We played a Saskatoon school in the first round and went against a player who already was playing for the Canadian Junior National Team. He hit the ball so hard on his kills that we were ducking to avoid getting our noses and fingers busted.

We were eliminated in two straight and were on our way home.

Those four years at WCI were the extent of my playing career except for the noon league at the YMCA in Grand Forks, North Dakota, during my 10-year stay there — first as a student and then as a sports reporter at the Grand Forks Herald.

I recall the 1976 Olympics in Montreal. That’s where Bruce Jenner became the decathlon champion and also where the men’s championship in volleyball was a late-night matchup of my native Poland and Russia.

Remember, this was Canada, where at 11 p.m. the national news is on both the CBC and CTV networks every night. So I thought the telecast of the Olympic volleyball would be cut off for 30 minutes as I watched with more than a casual interest in my Grand Forks home.

Heck no, the volleyball telecast continued and I think the news broadcast was delayed at least 90 minutes as I watched Poland defeat the Russians for the gold medal. I’m not certain, but I think I may have awakened my neighbors with my early-morning cheers.

Ever since, volleyball has been my favorite team sport in the Olympics. And I also enjoy it at the college and high school levels.

I got to cover the NCAA Division I women’s tourney in Omaha, where it was won by host Nebraska. It was amazing competition.

So, if it’s played the “right way” here — at both Custer County District High School and Miles Community College — I will be providing a lot of coverage.

I look forward to working with the new coaches — Kodi Malnaa at CCDHS and Chase Soennichsen at MCC — and hope the talent level they put on the court translates to pounding the ball. That’s what I mean by the “right way” of playing; not the backyard picnic style of just getting the ball over the net.

After talking with both coaches, I’m sure it will be entertaining volleyball. I can’t wait to see it.



— Having grown up in Canada, you probably would think I have a great interest in hockey. You’d be thinking right. So it will be interesting to see how the youth program progresses in Miles City. 

Wish I was 30 years younger and healthier; I could help the program with my slick stick-handling and refereeing.
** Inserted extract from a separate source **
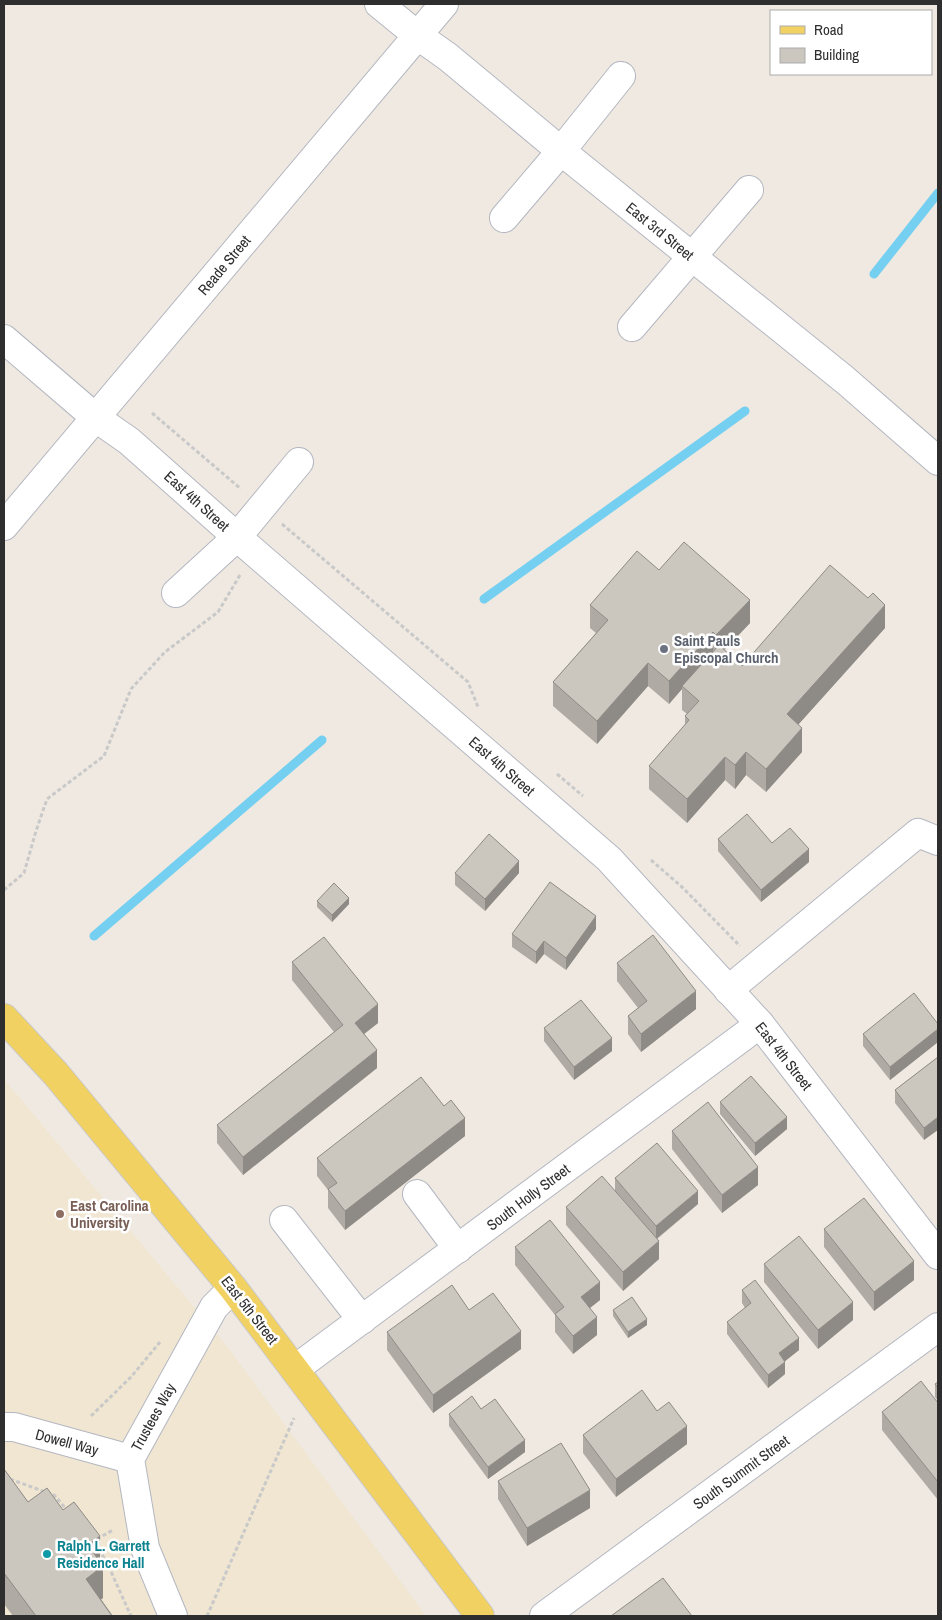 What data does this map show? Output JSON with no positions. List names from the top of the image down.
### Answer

Too late.

By the way, I was known as a one-way player — all offense, absolutely no defense.

I knew when my playing days were over — at age 16 — and switched to officiating. My duties mostly involved making icing and offside calls, but I broke up a lot of fights when working as a linesman in the Saskatchewan Junior Hockey League.

— New CCDHS athletic director Dominick Vergara is getting some help this week from former AD Mike Ryan, who has moved to Billings after retiring last month.

“It’s been good,” Vergara said of the transition help from Ryan. “We’re getting all settled in. We’re getting excited, meeting people.”

He had a sports parent/athlete meeting Monday in the school’s auditorium.

“We had a packed house,” he said.

Besides the reporting of athletes for falls sports, a major item is the impact testing of all CCDHS athletes. It involves prevention and care of head and neck injuries.

“It’s an interesting test,” Vergara said. I’m really big on head and neck injuries. They have to be handled with care.”

The tests are conducted by Katie Patch, athletic trainer and lifestyles coach at Holy Rosary Healthcare.